The following are the aggregates may be of interest for instances
t, s and g of T, S and G:
(1) T=t, S=s, G=g, f(Se), W (2) T=t, S=s, f(Se), W (3) T=t, G=g,
f(Se), W (4) S=s, G=g, f(Se), W (5) T=t, f(Se), W (6) S=s, f(Se), W
(7) G=g, f(Se), W (8) All, f(Se), W (computed across all events in
time window W)
[0077] The multi-dimensional data structure for storing aggregates
f(Se), W for all potential combinations and values of t, s, and g,
may be referred to as the data cube for aggregate f(Se) and time
window W. The term data cube refers to the fact the aggregates may
be arranged as the vertices of a hypercube. In general, given K
dimension attributes, there are 2.sup.K aggregates for each set of
values of the dimension attributes, which is the number of vertices
of a hypercube in K dimensions.
[0078] As describe herein, a set of dimension attribute-value
pairs, such as T=t, G=g, may be referred to as a tuple. Referring
to the above example, the data cube for the aggregate f(Se) allows
rapid lookup of the aggregate of value attribute Se for every tuple
over timewindow W. In exemplary embodiments, a data cube may store
aggregates for a plurality of different time windows, for example
for a standard set of time windows such as described herein.
[0079] With reference to FIG. 3, an exemplary data cube 300 is
depicted for three dimension attributes: Topic (T) 310, Location
(L) 320 and Sentiment (S) 330. Topic (T) 310 may include as
instances, names for various topics, for example, as grouped via a
semantic hierarchy. Location (L) 320 may include as instances,
names of locations, for example names of States in the united
States. Sentiment (S) 330 may include instances selected from
positive negative or neutral. The dimension attributes Topic (T)
310, Location (L) 320 and Sentiment (S) 33 may be reflected along
the vertices of the data cube 300.
[0080] The data cube 300 may maintain for each tuple (t, 1, s) of
T, L, S an aggregate for a value attribute (in this case: event
count, i.e., the number of events processed for the tuple (t, l,
s)). In exemplary embodiments, each tuple (t, l, s) may be
associated with a slate for storing the event count. In some
embodiments the slate may further be associated with an updater for
updating the slate for a new event and a mapper for mapping new
events to the updater.
[0081] In exemplary embodiments, data cube 300 is updated based on
a new event.
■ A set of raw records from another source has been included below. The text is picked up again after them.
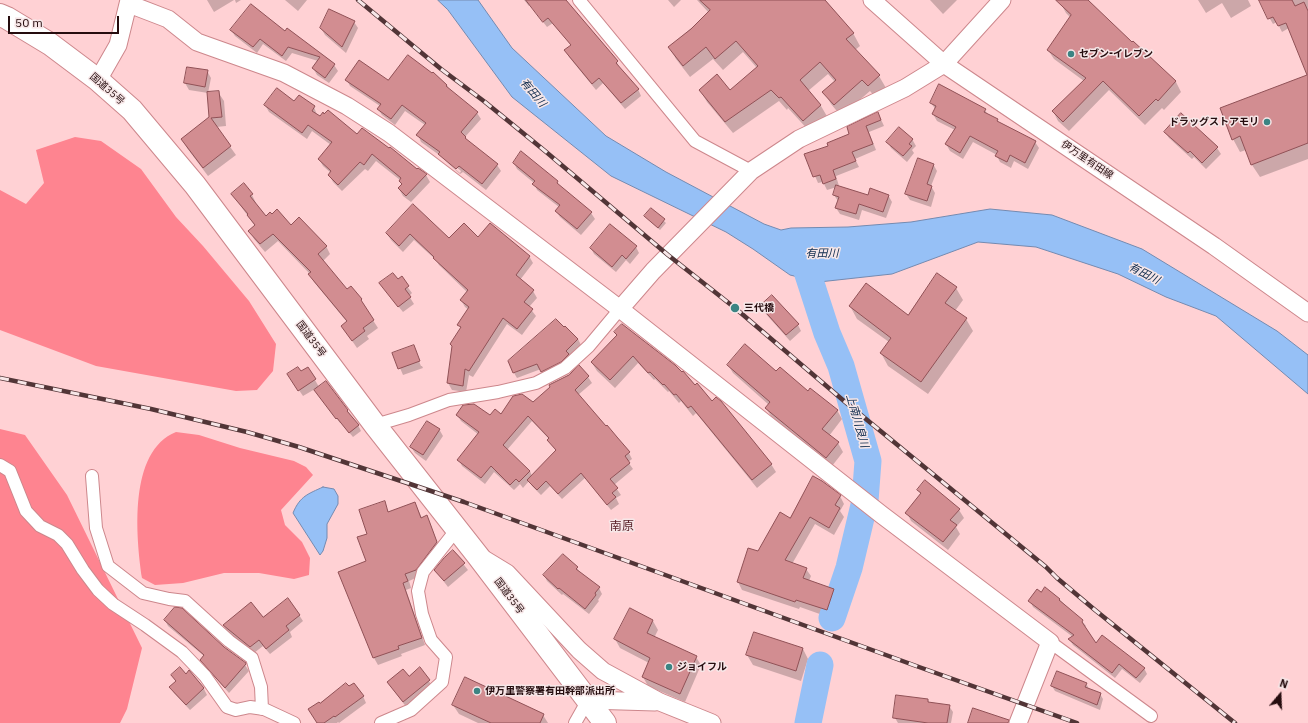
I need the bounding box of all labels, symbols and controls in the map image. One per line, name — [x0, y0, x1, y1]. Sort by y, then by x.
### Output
scale bar — [10, 8, 121, 34]
text: 50 m — [15, 15, 43, 30]
place label: セブン-イレブン — [1079, 48, 1153, 60]
marker: セブン-イレブン — [1066, 49, 1076, 59]
street label: 国道35号 — [87, 71, 127, 107]
water label: 有田川 — [517, 76, 549, 110]
place label: ドラッグストアモリ — [1169, 116, 1259, 128]
marker: ドラッグストアモリ — [1262, 117, 1272, 127]
street label: 伊万里有田線 — [1059, 138, 1115, 182]
water label: 有田川 — [806, 247, 838, 261]
water label: 有田川 — [1126, 261, 1162, 287]
marker: 三代橋 — [729, 302, 741, 314]
place label: 三代橋 — [744, 302, 774, 314]
street label: 国道35号 — [294, 319, 328, 359]
water label: 上南川良川 — [843, 393, 871, 449]
district label: 南原 — [610, 520, 634, 534]
street label: 国道35号 — [492, 576, 526, 616]
place label: ジョイフル — [677, 661, 727, 673]
marker: ジョイフル — [664, 662, 674, 672]
north arrow — [1260, 675, 1300, 715]
text: N — [1278, 676, 1290, 692]
place label: 伊万里警察署有田幹部派出所 — [485, 685, 615, 697]
marker: 伊万里警察署有田幹部派出所 — [472, 686, 482, 696]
Thus, a new event may be processed to identify one or
more dimension attributes therein. For example, a new event may
state "I love living in NYC," from which dimension attributes
Person (P), Location (L) and Sentiment (S) may be extracted (for
example P=user L=NYC (New York City), and S=positive may be
extracted. The tuples of (P, L, S) implicated are as follows:
[0082] (user, NYC, positive)
[0083] (user, NYC,)
[0084] (user, , positive)
[0085] (, NYC, positive)
[0086] (user,)
[0087] (, NYC,)
[0088] (, positive)
[0089] (, ,)
[0090] Thus, overlapping tuples of (T, L, S) implicated by the new
event are:
[0091] (, NYC, positive)
[0092] (, NYC,)
[0093] (, , positive) and
[0094] (, ,)
[0095] Thus, the event count associated with each of the four
implicated tuples may be updated (for example, by incrementing the
count by one).
[0096] Note that for an event containing L dimension attributes, M
of which overlap with K dimension attributes of a data cube, there
are 2.sup.M tuples of the data cube which are implicated (i.e.
2.sup.M tuples which overlap between the data cube and the event).
Thus, a mapper may be used generate the 2.sup.L tuples for the
event and map the 2.sup.M subset thereof to the data cube. An
update may then be used update a slate associated with each of the
2.sup.M tuples received from the mapper. Distributed architecture
implementations for maintaining a data cube are described in
greater below
[0097] Data cube 300 advantageously maintains, in real time,
results for any prospective query using the framework (T, L, S), of
an event count over one or more pre-established time windows. FIG.
3, illustrates three examples of queries 340a-c, the answers to
which are maintained and therefore pre-computed in data cube 300.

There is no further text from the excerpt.